The attached photo is the lower thermostat on my electric hot water heater. We noticed a burning odor yesterday so I shut off the power and looked behind the panels to investigate. How is this problem repaired? Thank you. If it helps, I believe the problem is described by someone with more knowledge that me in this answer: https://diy.stackexchange.com/a/130763/56424.
Update: It looks like the thermostat got fried – it was all burned out on the inside and stunk something awful. I replaced it and all seems well. The burned screw is leading to the heating element, which I tested for resistence as described by other members and concluded was fine.
Best Answer
So the first step is to find out why this terminal started burning in the first place. Chances are you have a failed or failing element that is drawing too much power, but not quite enough to trip the breaker or you have a failed thermostat.
It looks like the main damage is the insulation of the wire that I assume goes to the supply. You will need to replace or, if possible, repair the wire's insulation. If the conductors are also burned you will need to replace. Some heat-shrink tubing that has the same heat rating at the original wire, which is probably at least 90C could be used. But check that as it should be marked on the undamaged wire.
A water heater element is a 240V connection that has no connection to ground. Often these fail internally and one of the conductors will connect to the steel tube that contains the element itself. So if you measure one with a VOM (that's a Volt-Ohm-Meter) with the POWER OFF!!! and the wires disconnected from the element, you should get a reasonable resistance (in OHMS mode) between the two terminals and a very high or infinite resistance from either terminal to ground.
What is reasonable?
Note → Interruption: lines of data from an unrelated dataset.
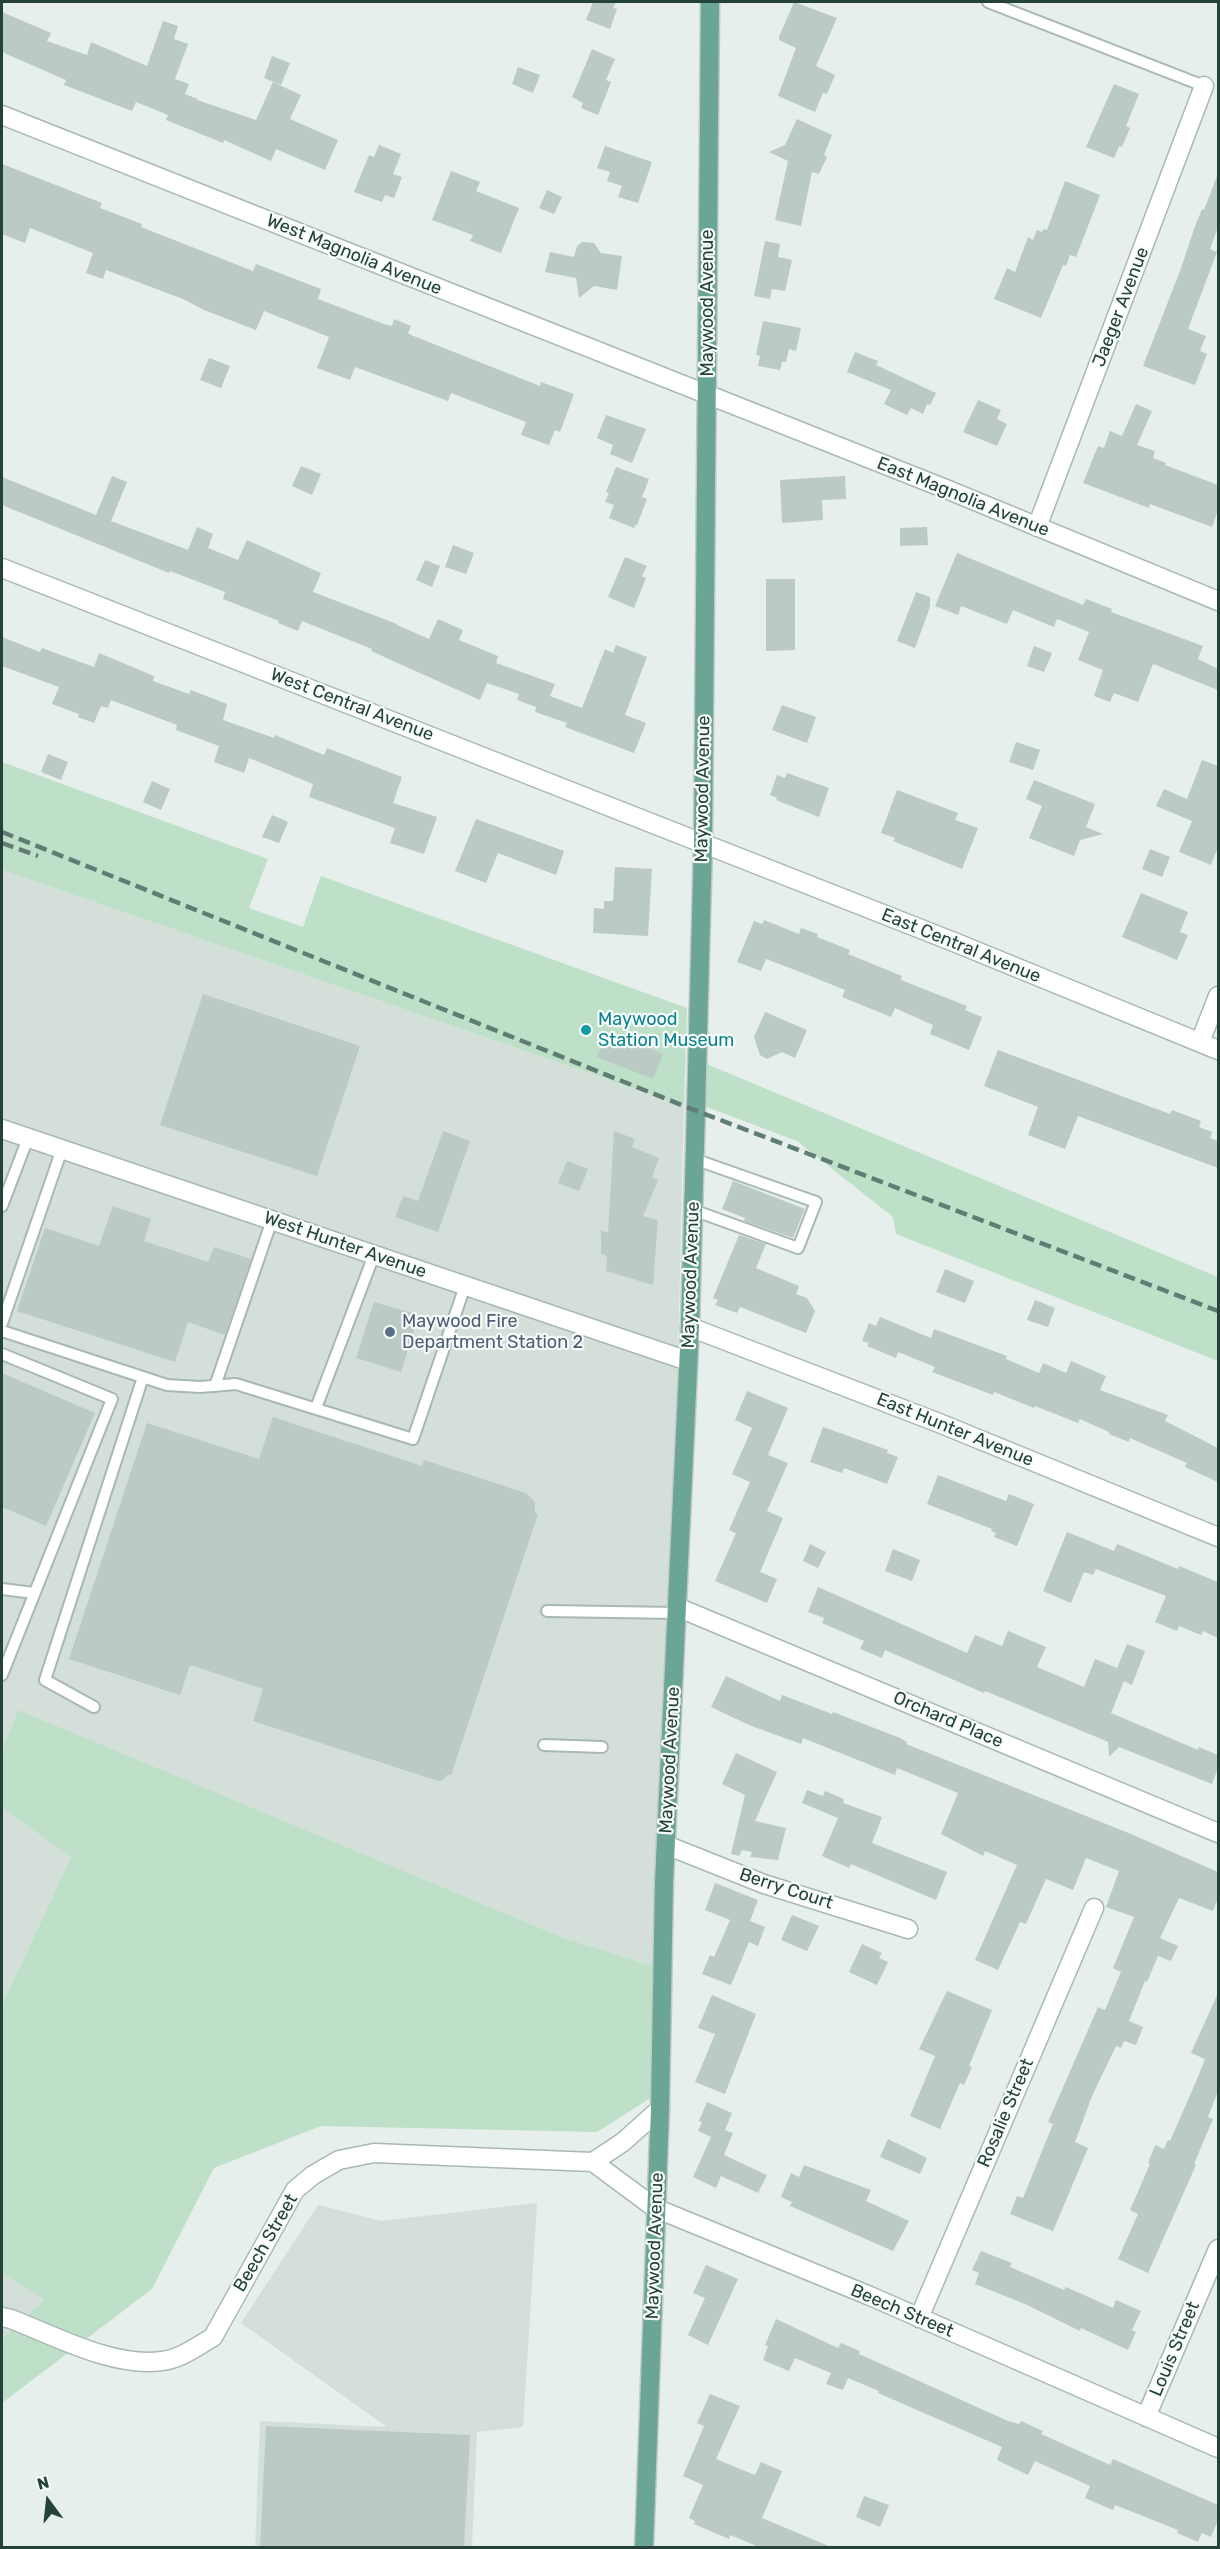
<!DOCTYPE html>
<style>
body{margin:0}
#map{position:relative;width:1220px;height:2549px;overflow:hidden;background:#e6efeb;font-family:Rubik,sans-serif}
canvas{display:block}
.frame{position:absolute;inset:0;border:3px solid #24423a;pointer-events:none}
.north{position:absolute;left:18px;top:2471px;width:60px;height:60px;-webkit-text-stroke:4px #f7fbf9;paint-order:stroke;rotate:345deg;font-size:16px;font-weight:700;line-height:24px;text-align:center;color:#24423a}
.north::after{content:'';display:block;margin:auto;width:21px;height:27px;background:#24423a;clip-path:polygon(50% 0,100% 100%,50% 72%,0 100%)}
</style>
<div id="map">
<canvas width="1220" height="2549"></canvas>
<div class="frame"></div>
<div class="north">N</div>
</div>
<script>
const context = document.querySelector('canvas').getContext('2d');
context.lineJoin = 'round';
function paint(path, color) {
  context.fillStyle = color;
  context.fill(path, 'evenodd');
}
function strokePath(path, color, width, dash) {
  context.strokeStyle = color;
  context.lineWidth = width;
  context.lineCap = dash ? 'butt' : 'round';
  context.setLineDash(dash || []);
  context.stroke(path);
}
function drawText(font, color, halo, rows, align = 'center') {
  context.font = font + ' Rubik,sans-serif';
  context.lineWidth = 4.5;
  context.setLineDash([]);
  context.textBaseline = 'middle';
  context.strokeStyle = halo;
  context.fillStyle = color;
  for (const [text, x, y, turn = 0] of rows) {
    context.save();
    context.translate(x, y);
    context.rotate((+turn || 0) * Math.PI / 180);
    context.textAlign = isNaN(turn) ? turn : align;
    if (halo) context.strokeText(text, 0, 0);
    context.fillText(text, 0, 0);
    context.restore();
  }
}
paint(new Path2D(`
 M2,870L684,1106L663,1969L564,1938L18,1711L2,1751Z
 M2,1808L71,1857L2,2005Z
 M537,2203L523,2427L477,2432L472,2547H255L260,2421L387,2427L241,2323L318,2205L381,2221Z
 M2,2273L46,2300L2,2338Z`), '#d4dfda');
paint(new Path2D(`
 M2,762L268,859L249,908L303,927L321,876L687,1008L684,1106L2,870Z
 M697,1060L1218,1277V1361L896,1234L893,1217L797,1141L696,1103Z
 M18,1710L564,1938L663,1969L660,2092L597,2132L321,2126L214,2168L152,2289L2,2403V2338L45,2300L2,2273V2005L71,1857L2,1808V1751Z`), '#bfe0c8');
paint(new Path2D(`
 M593,2H616L613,8L617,9L610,29L586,20Z
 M794,2L837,18L816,66L835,75L827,94L823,93L815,112L778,96L796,48L779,40V37Z
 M2,12L51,33L47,41L87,55L91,42L147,66L163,21L178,26L174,39L188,44L175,79L189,84L185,94L198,99L197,100L256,120L273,82L301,95L290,119L338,140L325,170L276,149L271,161L224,140L223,143L166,120L168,115L136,102L132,111L64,85L66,80L2,52Z
 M592,49L615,59L606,80L611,82L598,115L581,108L583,103L572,97Z
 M272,56L290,63L281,85L264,78Z
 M518,67L540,75L533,93L512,84Z
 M1114,84L1139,94L1126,126L1130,128L1122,147L1119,146L1114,158L1086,147Z
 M797,119L832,135L824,155L827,157L819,174L812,172L801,226L775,220L788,161L769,152L785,145Z
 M379,145L401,154L393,174L402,177L394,198L385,195L382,202L354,192L369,155L374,157Z
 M605,146L652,162L638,203L618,197L622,186L607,181L610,172L597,168Z
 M2,164L102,203L100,208L142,224L141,227L253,271L256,264L321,289L318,299L384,324L392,326L394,319L411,326L408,333L411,335L540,386L541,382L574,394L560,432L555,430L549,445L521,435L526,422L451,393L448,401L355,367L350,380L317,368L329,337L264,311L256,330L204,310L183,299L106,270L103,279L86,273L93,253L30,228L25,243L2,234Z
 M451,171L480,182L476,191L519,208L501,253L470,241L473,235L432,220Z
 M1217,176L1218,227L1210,249L1217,252L1188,329L1206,336L1200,351L1207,354L1195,385L1143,366L1180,271L1194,229L1202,209L1204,210Z
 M1065,181L1100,195L1076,257L1070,255L1066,266L1063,265L1041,318L994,299L1007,268L1015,272L1028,237L1033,240L1037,230L1042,232L1043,229L1047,230Z
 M547,190L562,197L554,214L539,208Z
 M765,241L780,244L778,257L792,260L785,291L772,289L770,299L754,296Z
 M582,242L594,243L601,253L622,256L617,290L594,286L579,298L576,278L545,272L550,252L574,257L577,246Z
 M763,321L801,328L796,351L789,349L786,362H782L780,370L758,366L760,356L756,355Z
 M855,352L878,361L876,365L936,393L930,405L927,404L923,414L911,408L907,415L884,404L891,390L847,372Z
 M209,358L230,366L221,388L200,380Z
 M978,400L1001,410L997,419L1007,424L997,446L963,432Z
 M1136,404L1152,411L1137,445L1155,451L1153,458L1166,463L1165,465L1218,485V510L1212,527L1150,504L1149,508L1083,483L1098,446L1104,448L1110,431L1122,436Z
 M606,415L646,429L632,463L610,454L613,445L597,438Z
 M301,466L321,474L312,495L292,486Z
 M616,467L649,479L642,497L647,499L637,525H635L634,528L609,518L614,505L605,502L609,493L606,492Z
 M112,476L127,482L111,521L188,550L197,527L213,534L208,548L238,560L247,540L321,573L313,592L397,624V625L429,639L438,619L463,630L459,640L498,656L496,663L555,684L550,696L582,708L605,649L613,653L616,645L647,657L625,715L646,723L634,753L565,727L567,723L535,712L536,707L517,700L519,694L487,683L480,700L371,651L372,649L302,621L298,631L278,623L279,621L223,599L225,592L170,571L169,573L2,505V477L96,515Z
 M845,476L846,499L822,500L823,520L782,523L780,480Z
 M927,527L928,545L900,546V528Z
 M453,545L474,553L466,574L445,567Z
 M957,553L1083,605L1086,599L1112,609L1111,612L1203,646L1198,659L1218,669V690L1153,664L1138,702L1114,693L1110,702L1094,696L1103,670L1078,660L1089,632L1057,619L1054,627L1013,610L1007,624L961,606L958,615L935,606Z
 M625,557L647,566L642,576L646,578L634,608L608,597Z
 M425,560L440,566L432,587L416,580Z
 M766,579H795V650L766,651Z
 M916,592L930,597V607L915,648L897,641Z
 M2,637L40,652L42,648L94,667L99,653L154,676L153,681L189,694L191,690L227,704L223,720L274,738L275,735L324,755L327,748L402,777L393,803L437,817L424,854L390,843L395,828L309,797L313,784L249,758L244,773L214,762L219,746L176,730L177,725L111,700L108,708L101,706L94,723L78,717L79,714L52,704L59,687L2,666Z
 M1034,646L1052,653L1044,672L1027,666Z
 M782,705L816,717L807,743L772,730Z
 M1016,742L1040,750L1033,770L1009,762Z
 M48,754L68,762L61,780L41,772Z
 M1202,760L1218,766V847L1211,865L1179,852L1192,821L1156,806L1164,789L1187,799Z
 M787,773L829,788L819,817L776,800L777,798L770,795L777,775L785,778Z
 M1034,780L1095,804L1086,827L1103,834L1080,840L1074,856L1029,838L1042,806L1026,799Z
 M152,781L170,789L161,810L143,802Z
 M897,790L958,813L955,820L978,828L962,869L893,841L895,838L881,833Z
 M272,815L288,822L279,843L262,837Z
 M476,819L564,851L556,875L498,853L486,883L455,871Z
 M1150,849L1170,857L1162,877L1142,869Z
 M615,867L652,869L648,936L593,933L594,908L604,909V901H613Z
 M1141,893L1188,912L1180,932L1188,935L1177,960L1122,937Z
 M764,920L799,934L801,928L818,934L817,937L850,950L848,954L902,976L901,980L967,1006L965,1010L982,1017L969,1050L930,1034L933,1025L895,1008L891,1017L842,997L845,990L803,973L766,959L761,971L737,962L754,921L762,924Z
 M203,994L360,1046L317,1176L160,1125Z
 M765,1012L807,1030L795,1058L782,1052L767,1059L760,1055L754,1037Z
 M608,1031L663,1054L653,1079L597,1057Z
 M998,1050L1170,1114L1172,1110L1201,1121L1199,1127L1212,1132L1210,1138L1218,1141V1168L1078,1116L1065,1149L1028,1135L1038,1107L984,1086Z
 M443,1131L470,1141L438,1232L395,1217L403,1196L418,1201Z
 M614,1131L635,1139L632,1147L659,1158L652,1177L658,1180L643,1216L658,1220L653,1285L606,1271L607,1256L601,1254V1230L608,1233Z
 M567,1161L588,1169L579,1191L558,1183Z
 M733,1181L805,1209L793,1238L744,1221L745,1218L722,1209Z
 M113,1206L151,1219L144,1241L208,1262L214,1247L251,1259L225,1335L188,1322L175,1362L17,1311L45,1228L99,1246Z
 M739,1235L766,1244L756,1268L799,1286L796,1294L807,1298L815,1311L806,1333L740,1307L737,1313L715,1305L718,1300L713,1298Z
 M945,1269L974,1281L965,1303L936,1292Z
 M1035,1300L1055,1308L1048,1327L1027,1320Z
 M374,1302L419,1315L401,1372L356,1358Z
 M880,1317L931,1338L934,1329L1007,1356L1006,1359L1039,1373L1043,1363L1066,1373L1071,1361L1106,1376L1100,1390L1168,1415L1165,1421L1218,1448V1482L1185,1467L1187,1463L1130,1438L1129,1442L1109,1434V1432L1080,1419L1078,1423L1035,1406L1034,1408L994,1392L993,1395L932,1372L935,1367L898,1352L896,1358L867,1346L869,1343L862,1341L869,1323L876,1326Z
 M2,1373L95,1413L46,1526L2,1507Z
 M747,1391L788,1408L768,1455L788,1463L767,1511L783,1518L760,1572L777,1579L767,1603L715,1581L736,1533L729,1530L750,1482L732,1474L752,1428L735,1420Z
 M273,1417L422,1466L424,1460L526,1493L535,1502V1513L538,1514L451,1775L448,1774L443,1780L438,1781L253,1721L263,1689L190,1665L180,1695L69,1659L147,1423L259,1459Z
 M823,1427L888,1450L887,1453L898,1457L887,1484L844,1468L842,1473L810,1462Z
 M938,1475L1006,1501L1009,1494L1034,1504L1017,1546L994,1537L996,1533L991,1531L992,1529L927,1504Z
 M1067,1532L1114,1551L1117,1544L1178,1569L1179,1566L1218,1582V1638L1203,1631L1201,1635L1179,1626L1177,1631L1155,1622L1166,1596L1096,1569L1093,1575L1084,1572L1071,1603L1043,1591Z
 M810,1544L826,1552L818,1568L803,1561Z
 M893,1549L920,1560L912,1581L885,1571Z
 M818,1587L967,1653L975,1635L1002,1646L1008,1631L1046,1647L1037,1667L1084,1687L1095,1659L1117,1668L1127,1644L1145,1651L1132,1685L1124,1681L1111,1713L1198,1750L1199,1747L1218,1755V1768L1212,1784L1119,1747L1109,1757L1108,1742L1099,1738L985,1691L984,1693L885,1650L882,1658L860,1649L864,1641L822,1623L824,1618L808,1612Z
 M726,1676L780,1701L782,1695L832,1714L833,1712L900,1738L907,1742L906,1744L1131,1834L1218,1872V1898L1213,1911L1179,1898L1160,1938L1178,1946L1171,1961L1158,1956L1147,1982L1145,1981L1129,2021L1143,2027L1136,2045L1124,2041L1121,2048L1116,2046L1092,2096L1075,2142L1088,2148L1053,2231L1010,2214L1017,2196L1023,2198L1053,2124L1048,2122L1098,2007L1105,2010L1121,1972L1113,1968L1134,1917L1106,1907L1119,1871L1086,1858L1073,1890L1046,1879L1026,1924L1020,1922L998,1970L975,1960L1017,1865L985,1851L983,1856L941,1834L958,1793L897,1768L895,1775L803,1738L801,1744L749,1725L711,1707Z
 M736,1753L777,1772L755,1821L786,1828L778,1860L750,1857L752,1852L742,1850L739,1856L731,1854L745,1795L722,1784Z
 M807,1790L823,1796L825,1791L844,1799L843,1803L882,1817L872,1843L947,1872L936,1900L851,1864L849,1868L822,1856L838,1818L802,1803Z
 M715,1883L758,1900L750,1921L765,1927L758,1946L749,1942L731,1985L702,1974L710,1955L714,1957L730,1920L705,1910Z
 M792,1915L819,1926L807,1951L781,1940Z
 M862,1944L882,1953L879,1958L888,1962L877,1985L849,1972Z
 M947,1991L992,2010L969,2066L972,2067L964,2085L960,2083L940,2129L910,2116L935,2056L919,2049Z
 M1218,1993V2091L1208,2117L1213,2119L1194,2164L1196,2165L1148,2273L1118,2259L1138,2214L1130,2210L1150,2164L1148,2163L1155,2145L1164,2149L1168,2140L1170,2141L1198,2077L1205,2059L1191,2053Z
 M712,1995L756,2014L725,2094L695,2082L715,2034L698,2028Z
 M707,2102L732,2113L725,2130L733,2133L724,2155L767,2175L758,2193L721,2176L716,2188L693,2177L711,2137L698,2131L702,2122L699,2121Z
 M888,2139L927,2158L920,2174L880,2157Z
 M804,2165L871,2190L866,2201L909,2221L893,2251L790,2206L792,2202L781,2197L791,2173L799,2177Z
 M981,2251L1012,2263L1010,2267L1064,2290L1066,2287L1113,2308L1116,2300L1141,2311L1132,2330L1136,2332L1128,2350L1081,2328L1080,2331L1025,2304L975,2284L979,2273L972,2270Z
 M706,2265L738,2279L708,2345L688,2335L705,2298L693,2293Z
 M776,2319L838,2348L841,2343L860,2351L859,2354L1008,2421L1019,2424L1021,2421L1043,2431L1041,2434L1110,2465L1113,2459L1218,2505V2520L1211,2537L1202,2533L1198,2542L1177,2533L1178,2530L1115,2505L1113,2510L1085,2498L1090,2486L1035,2461L1028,2475L997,2460L1002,2447L878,2393L879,2391L848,2378L843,2390L826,2384L831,2373L795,2358L789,2371L763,2360L768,2346L765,2345Z
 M710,2394L740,2406L716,2459L755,2475L761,2462L782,2471L762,2518L831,2547H759L730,2535L729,2539L694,2524L695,2521L689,2518L703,2485L683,2476L704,2426L697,2423Z
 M266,2426L470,2435L464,2547H260Z
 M864,2496L889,2505L880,2527L856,2517Z`), '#bbcac4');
const service = new Path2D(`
 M988,2L1204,86
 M2,1206L28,1138
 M693,1210L798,1248L816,1202L694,1159
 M2,1323L62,1149
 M2,1331L167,1385L200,1387L236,1384L413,1439L465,1286
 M2,1354L112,1399L2,1675
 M215,1386L272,1220
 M316,1408L374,1255
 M2,1589L34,1593
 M547,1611L677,1613
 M94,1707L45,1680L143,1377
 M544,1745L602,1747`);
const minor = new Path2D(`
 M2,115L946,489L1218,601
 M1037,527L1204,86
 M1200,1042L1218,996
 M2,1129L688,1361
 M690,1327L939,1423L1218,1537
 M677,1607L1218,1833
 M666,1845L764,1884L908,1929
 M593,2162L623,2142L660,2109
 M2,2317L11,2319C55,2336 114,2368 162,2361C180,2359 198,2346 213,2337L295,2190L313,2175L339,2160L374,2153L593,2162L655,2208L870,2296L1218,2448
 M919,2318L1094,1908
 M1146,2417L1218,2249`);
const tertiary = new Path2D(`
 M2,568L954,942L1218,1050`);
const primary = new Path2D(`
 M644,2548L660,2109L664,1882L690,1327L696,1109L703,843L710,2`);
strokePath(service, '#a8b8b2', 14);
strokePath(minor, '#a8b8b2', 21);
strokePath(tertiary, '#a8b8b2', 21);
strokePath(primary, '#c2cac8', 21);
strokePath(service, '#fff', 10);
strokePath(minor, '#fff', 18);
strokePath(tertiary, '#fff', 18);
strokePath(primary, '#6aa596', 18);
strokePath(new Path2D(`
 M2,832L684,1106L1218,1311
 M2,843L38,856`), '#5f7d75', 4.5, [12, 6]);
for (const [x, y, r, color] of [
 [586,1030,6,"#0f9aa8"],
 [390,1332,6,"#5c6f8a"]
]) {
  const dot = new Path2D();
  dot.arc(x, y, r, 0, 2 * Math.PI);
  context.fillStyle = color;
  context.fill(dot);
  strokePath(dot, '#f7fbf9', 2);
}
drawText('18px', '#24423a', '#f7fbf9', [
 ["West Magnolia Avenue",354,255,22],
 ["Maywood Avenue",708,303,-90],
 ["Jaeger Avenue",1121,307,-69],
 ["East Magnolia Avenue",963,497,22],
 ["West Central Avenue",352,705,21],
 ["Maywood Avenue",703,789,-89],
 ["East Central Avenue",961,946,22],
 ["West Hunter Avenue",345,1245,19],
 ["Maywood Avenue",691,1275,-88],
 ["East Hunter Avenue",955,1430,22],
 ["Orchard Place",948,1720,23],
 ["Maywood Avenue",670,1760,-87],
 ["Berry Court",786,1889,18],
 ["Rosalie Street",1006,2113,-67],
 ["Beech Street",266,2243,-60],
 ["Maywood Avenue",655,2246,-88],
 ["Beech Street",902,2311,23],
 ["Louis Street",1175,2349,-67]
]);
drawText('18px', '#0d838f', '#f7fbf9', [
 ["Maywood",598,1020],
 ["Station Museum",598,1041]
], 'left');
drawText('18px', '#4e5e75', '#f7fbf9', [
 ["Maywood Fire",402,1322],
 ["Department Station 2",402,1343]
], 'left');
</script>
Well you need to check the label on the unit where the element power outputs are listed. Often they are in the range of 4-5 KW (that's kilo-Watts). Ohm's Law and the Power Equation will give you the expected resistance:
P (in Watts) = V (in Volts) * I (in Amps)
So 4000 = 240 * I => I = 16.6 Amps, at 5000 W you have I = 20.8 A
Ohm's Law: V = IR which can be re-written as:
R = V/I
Again at 4000 we have R = 240/16.6 = ~14.5 Ohms and at 5000 we have 240/20.8 = 11.5 Ohms. So you should see an R value on your VOM between the two terminals of the element in that range of 11.5 to 14.5 Ohms. Much different than that (again assuming you have one that is 4000-5000 W) and you have a problem.